I'm preparing for one of my favorite Oxford events: the Summer Concert Series in the Grove. Dan and I love it. Every Sunday night in June we pack a picnic basket with a light dinner, a bottle of wine, and some dessert, we grab a blanket and the dog, and we head out for an evening in the park with music. It really seems like something out of a movie. Small children wander over and ask to pet our dog--they usually love when he licks them, though they are startled at first--friends meet us, and we all watch the sun set over the outdoor stage. It's quite perfect, really.
Tonight, we're taking a vegetable popover (basically a really thin frittata), some strawberries, a bottle of Pinot Noir, and these cookies: Malt Shop Chocolate Chip Cookies. I am the only person I know in this town who loves chocolate malts, so I'd hoped these cookies would only be for me *wink*. The dough tastes like a really thick old-fashioned malt like you'd find at the ice cream shop, Beaches & Cream, at Disney's Beach Club Resort (that's for y'all, Waldens). However, the malt flavor mellows as they bake and you end up with chewy, salty, chocolatey cookies that are begging to be taken on a picnic or dunked in ice-cold milk late at night. And I cannot even begin to describe what amazing ice cream sandwiches these would make: chocolate ice cream would take these over the top.
Give them a try; they're simple, low in fat and calories, and really rich and satisfying. Even if you're not a malt lover like me, I promise you'll love these cookies.
Malt Shop Chocolate Chip Cookies
(adapted from Cooking Light, May 2005)
1 cup packed brown sugar (I used light, but any would work)
6 T malted milk powder (such as Carnation, find it in the hot chocolate section)

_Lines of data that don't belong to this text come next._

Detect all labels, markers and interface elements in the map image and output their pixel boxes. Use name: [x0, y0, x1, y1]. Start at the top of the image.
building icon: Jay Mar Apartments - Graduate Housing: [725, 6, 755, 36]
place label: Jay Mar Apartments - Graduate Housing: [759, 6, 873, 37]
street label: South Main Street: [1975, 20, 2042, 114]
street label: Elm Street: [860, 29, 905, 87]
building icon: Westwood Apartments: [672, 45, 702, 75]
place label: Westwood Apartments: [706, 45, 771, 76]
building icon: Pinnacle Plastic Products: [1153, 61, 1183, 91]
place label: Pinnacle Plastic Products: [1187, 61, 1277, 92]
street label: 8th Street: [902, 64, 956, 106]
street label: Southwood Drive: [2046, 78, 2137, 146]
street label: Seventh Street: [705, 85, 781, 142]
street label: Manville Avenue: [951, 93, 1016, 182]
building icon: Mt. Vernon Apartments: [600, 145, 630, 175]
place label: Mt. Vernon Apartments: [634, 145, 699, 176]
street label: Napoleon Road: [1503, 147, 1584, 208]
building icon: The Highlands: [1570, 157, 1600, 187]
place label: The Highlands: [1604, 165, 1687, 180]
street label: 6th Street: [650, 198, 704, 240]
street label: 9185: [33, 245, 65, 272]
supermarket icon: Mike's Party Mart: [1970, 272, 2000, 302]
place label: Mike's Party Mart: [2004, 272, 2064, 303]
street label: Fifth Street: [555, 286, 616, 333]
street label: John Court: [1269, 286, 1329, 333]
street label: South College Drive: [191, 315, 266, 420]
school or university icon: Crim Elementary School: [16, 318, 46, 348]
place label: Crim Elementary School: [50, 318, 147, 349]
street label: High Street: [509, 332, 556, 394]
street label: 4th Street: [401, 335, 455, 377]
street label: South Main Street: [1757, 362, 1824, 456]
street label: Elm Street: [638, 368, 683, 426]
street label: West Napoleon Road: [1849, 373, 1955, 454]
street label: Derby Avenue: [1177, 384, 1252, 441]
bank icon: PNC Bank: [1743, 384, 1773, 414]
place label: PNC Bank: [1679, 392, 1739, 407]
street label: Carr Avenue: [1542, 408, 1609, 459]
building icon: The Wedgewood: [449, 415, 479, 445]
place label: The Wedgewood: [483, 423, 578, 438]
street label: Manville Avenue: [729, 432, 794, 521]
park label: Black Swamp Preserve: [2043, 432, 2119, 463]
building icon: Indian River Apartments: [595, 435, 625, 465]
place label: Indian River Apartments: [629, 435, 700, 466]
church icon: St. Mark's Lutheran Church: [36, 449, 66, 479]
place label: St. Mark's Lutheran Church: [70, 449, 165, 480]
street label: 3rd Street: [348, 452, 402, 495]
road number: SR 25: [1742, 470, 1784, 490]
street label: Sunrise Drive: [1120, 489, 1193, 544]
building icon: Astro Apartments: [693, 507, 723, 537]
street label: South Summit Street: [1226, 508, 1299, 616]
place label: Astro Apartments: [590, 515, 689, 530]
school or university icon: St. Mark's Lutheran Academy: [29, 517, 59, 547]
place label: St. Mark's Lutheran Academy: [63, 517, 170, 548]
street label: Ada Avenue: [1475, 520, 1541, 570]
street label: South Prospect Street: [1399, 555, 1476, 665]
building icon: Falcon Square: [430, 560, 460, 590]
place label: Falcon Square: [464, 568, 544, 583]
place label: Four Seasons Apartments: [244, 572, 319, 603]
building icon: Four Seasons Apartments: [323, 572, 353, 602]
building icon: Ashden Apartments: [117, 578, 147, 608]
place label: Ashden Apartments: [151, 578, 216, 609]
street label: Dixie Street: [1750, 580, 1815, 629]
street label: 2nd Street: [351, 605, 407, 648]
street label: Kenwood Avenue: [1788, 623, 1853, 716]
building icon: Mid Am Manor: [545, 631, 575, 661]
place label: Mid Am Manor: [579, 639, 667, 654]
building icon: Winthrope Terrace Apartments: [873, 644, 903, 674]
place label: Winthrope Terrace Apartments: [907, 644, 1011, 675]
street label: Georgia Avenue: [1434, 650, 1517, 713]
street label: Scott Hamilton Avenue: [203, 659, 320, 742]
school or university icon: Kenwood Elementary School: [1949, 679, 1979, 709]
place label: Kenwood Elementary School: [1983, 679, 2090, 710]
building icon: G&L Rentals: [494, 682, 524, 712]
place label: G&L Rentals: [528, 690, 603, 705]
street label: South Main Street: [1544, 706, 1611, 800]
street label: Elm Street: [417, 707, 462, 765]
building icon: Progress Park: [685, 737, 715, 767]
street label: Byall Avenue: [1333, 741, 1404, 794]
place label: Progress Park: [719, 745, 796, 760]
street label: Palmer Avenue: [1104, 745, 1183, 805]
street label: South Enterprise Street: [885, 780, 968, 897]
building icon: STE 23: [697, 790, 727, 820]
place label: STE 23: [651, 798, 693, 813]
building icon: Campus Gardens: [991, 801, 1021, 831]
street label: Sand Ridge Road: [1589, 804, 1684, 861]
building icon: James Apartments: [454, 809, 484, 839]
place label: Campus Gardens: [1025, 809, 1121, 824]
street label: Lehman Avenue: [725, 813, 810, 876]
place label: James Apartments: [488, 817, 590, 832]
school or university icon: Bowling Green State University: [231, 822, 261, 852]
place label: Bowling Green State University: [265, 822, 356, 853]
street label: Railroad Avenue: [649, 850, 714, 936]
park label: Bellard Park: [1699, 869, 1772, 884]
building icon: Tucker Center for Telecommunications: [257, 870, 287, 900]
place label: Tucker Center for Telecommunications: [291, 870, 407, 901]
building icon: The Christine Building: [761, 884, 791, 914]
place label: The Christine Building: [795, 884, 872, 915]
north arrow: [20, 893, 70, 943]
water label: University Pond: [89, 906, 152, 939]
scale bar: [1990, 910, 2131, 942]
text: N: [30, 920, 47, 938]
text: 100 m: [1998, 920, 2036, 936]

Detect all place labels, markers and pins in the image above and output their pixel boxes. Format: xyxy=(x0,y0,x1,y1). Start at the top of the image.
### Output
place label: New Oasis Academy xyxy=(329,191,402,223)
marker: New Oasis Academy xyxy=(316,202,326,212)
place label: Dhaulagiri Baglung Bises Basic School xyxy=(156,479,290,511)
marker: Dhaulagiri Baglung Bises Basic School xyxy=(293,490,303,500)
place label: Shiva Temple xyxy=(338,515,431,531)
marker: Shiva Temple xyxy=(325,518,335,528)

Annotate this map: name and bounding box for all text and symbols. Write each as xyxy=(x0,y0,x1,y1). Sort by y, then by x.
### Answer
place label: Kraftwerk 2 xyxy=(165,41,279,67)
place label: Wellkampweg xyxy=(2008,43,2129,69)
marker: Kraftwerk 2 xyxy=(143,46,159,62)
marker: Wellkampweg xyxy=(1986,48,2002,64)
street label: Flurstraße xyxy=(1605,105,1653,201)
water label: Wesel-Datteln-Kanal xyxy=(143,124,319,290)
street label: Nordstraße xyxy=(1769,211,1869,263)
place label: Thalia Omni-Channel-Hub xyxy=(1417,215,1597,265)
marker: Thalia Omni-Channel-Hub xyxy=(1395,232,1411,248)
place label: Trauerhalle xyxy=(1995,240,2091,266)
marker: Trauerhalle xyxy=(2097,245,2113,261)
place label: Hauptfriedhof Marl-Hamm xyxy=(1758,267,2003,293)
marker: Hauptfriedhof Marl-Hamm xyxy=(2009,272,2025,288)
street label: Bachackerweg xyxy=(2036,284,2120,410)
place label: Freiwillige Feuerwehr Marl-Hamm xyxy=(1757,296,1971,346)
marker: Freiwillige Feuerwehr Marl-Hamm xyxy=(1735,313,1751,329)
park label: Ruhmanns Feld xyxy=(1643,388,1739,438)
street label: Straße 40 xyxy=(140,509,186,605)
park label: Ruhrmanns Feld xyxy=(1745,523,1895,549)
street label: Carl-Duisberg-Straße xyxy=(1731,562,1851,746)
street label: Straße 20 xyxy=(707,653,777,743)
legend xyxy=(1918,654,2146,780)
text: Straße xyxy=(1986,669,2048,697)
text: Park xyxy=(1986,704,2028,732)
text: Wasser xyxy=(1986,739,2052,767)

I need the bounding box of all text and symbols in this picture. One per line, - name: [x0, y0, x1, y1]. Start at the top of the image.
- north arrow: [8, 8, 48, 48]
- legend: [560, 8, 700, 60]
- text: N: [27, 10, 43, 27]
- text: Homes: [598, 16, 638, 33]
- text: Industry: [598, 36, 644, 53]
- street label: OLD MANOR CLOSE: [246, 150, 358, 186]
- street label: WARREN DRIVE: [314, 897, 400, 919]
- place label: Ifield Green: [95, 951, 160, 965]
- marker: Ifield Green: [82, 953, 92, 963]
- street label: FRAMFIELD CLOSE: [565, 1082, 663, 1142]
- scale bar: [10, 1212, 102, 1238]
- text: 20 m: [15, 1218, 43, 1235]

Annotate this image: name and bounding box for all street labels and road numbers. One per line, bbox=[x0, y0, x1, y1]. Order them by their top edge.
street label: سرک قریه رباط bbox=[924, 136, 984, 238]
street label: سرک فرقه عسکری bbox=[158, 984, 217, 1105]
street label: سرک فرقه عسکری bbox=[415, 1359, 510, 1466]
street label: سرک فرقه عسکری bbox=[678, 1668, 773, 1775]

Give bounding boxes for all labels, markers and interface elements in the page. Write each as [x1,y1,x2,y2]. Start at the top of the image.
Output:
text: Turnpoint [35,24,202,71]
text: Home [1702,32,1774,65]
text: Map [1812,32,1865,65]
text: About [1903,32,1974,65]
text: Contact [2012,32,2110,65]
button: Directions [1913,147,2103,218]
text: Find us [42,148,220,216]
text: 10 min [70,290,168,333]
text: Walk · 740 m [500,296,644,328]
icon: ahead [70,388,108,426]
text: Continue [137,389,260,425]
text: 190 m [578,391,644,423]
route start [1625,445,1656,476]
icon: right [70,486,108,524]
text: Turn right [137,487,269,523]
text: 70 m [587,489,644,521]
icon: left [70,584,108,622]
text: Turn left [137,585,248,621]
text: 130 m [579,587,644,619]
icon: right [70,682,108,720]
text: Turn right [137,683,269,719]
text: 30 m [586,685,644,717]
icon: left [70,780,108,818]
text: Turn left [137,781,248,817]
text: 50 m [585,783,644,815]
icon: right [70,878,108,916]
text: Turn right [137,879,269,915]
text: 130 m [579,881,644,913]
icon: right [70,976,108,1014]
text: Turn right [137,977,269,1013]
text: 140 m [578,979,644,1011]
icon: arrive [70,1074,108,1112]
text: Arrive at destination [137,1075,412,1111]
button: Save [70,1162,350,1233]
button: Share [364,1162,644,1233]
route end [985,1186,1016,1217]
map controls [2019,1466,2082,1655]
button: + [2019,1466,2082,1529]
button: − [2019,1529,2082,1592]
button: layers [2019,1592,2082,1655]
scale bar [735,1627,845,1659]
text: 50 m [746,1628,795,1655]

5 T butter, room temperature
3 T chocolate syrup
1 T vanilla
1 large egg
2 cups flour
1 tsp. baking soda
1/2 tsp. salt
1/2 cup milk chocolate chips
1/3 cup mini semi-sweet chocolate chips
1. Preheat oven to 350 F.
2. Beat first six ingredients (through the egg) in a large bowl with a standing or handheld mixture until well-blended and fluffy.
3. Whisk the flour, baking soda, and salt in a small bowl; add in batches to the wet mixture, beating each batch on low speed until just incorporated.
4. Fold in the chocolate chips. At this point, taste the batter--if it is stiff, go ahead and start dishing out the cookies. If it is really soft, stick it in the fridge for 30 minutes. If the butter is too soft, the cookies will spread too much and flatten out instead of puffing up.
5. Place cookies by heaping teaspoonfuls onto an ungreased nonstick baking sheet, 2 inches apart. Bake for 10 minutes, or until puffed. They will not look browned, although the edges might be slightly golden. Let cool on baking sheet for 2-3 minutes, then remove and let cool completely on a wire rack.
Enjoy!
3 comments:
Absolutely adore the blog, Sarah! You have great recipes combined with fantastic wit and Southern Charm....it's a pleasure to read for sure. It also makes me miss dinners at your parents house.....ah those cheese grits will never ever be forgotten.
-amy m
I LOVE chocolate malts. Come to the Valley and I'll treat you at the counter of Turnage.
Thanks, Amy--I miss those cheese grits. I never got the recipe, come to think of it. Mmm, makes what I as planning to have for dinner pale in comparison. And Jaime, I would be THRILLED to join you in the Valley for a malt--I feel like I have a partner in crime now! If you want a quick (home) fix, I'll have to give you my easy recipe for chocolate malt pudding.